1960s Favilla C-8 Solo Classical Guitar

This is a well-loved Favilla C-8 (made in New York) classical and you can tell by the old "pickguard shadows" that it was put to use as a flamenco-style guitar for some time. That's fortuitous because its tone and handling stink of flamenco. It's got a lighter, airier, more percussive, and more out-front, punchy sound compared to your average classical. When you dig into it the sound doesn't get mushy or overly-bassy. It stays clean and even. It's a nice "folk" classical because of that, too.
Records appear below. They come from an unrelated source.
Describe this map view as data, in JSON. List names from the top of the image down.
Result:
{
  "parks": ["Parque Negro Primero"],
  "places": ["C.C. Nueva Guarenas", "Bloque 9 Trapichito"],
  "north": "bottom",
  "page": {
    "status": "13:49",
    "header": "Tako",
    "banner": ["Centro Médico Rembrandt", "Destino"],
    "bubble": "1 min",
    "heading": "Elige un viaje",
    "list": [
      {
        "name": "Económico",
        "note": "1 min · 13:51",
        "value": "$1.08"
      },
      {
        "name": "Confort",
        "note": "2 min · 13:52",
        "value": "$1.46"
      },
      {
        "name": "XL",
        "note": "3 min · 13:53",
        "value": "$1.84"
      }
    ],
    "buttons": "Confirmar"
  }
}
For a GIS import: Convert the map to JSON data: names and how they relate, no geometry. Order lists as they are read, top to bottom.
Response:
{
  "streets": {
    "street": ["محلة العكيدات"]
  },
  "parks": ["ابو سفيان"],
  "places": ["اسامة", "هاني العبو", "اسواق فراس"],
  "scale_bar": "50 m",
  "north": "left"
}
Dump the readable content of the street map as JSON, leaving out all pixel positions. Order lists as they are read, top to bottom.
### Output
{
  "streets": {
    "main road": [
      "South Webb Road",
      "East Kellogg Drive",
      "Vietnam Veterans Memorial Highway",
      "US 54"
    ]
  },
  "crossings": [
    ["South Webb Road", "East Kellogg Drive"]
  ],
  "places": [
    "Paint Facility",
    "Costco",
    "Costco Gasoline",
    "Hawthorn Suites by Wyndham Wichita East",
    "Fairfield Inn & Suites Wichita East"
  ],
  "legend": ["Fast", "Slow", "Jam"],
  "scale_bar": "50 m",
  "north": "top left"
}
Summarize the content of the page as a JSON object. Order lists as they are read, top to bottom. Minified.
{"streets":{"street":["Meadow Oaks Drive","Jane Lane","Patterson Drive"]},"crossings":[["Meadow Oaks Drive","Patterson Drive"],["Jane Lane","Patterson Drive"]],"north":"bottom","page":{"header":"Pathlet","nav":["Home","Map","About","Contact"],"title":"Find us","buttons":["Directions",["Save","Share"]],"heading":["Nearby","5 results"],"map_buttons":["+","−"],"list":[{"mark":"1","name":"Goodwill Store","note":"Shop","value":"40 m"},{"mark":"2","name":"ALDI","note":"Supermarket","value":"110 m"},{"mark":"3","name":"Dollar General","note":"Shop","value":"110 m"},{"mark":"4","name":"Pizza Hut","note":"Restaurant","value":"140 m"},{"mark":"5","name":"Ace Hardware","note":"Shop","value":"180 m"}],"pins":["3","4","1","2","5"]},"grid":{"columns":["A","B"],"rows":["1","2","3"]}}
Favillas are built light in general and this one is no exception -- it's loud and proud. It's also got a comfortable neck that's a little more "modern" in feel than your average Spanish, Mexican, or Japanese-made instrument of the same era. It's a little easier to get around on.

This guitar suffered a little over time by way of shrinking binding and a couple hairline cracks on the back, but it didn't really need all that much to get it playing spot-on. It's also entirely original, too.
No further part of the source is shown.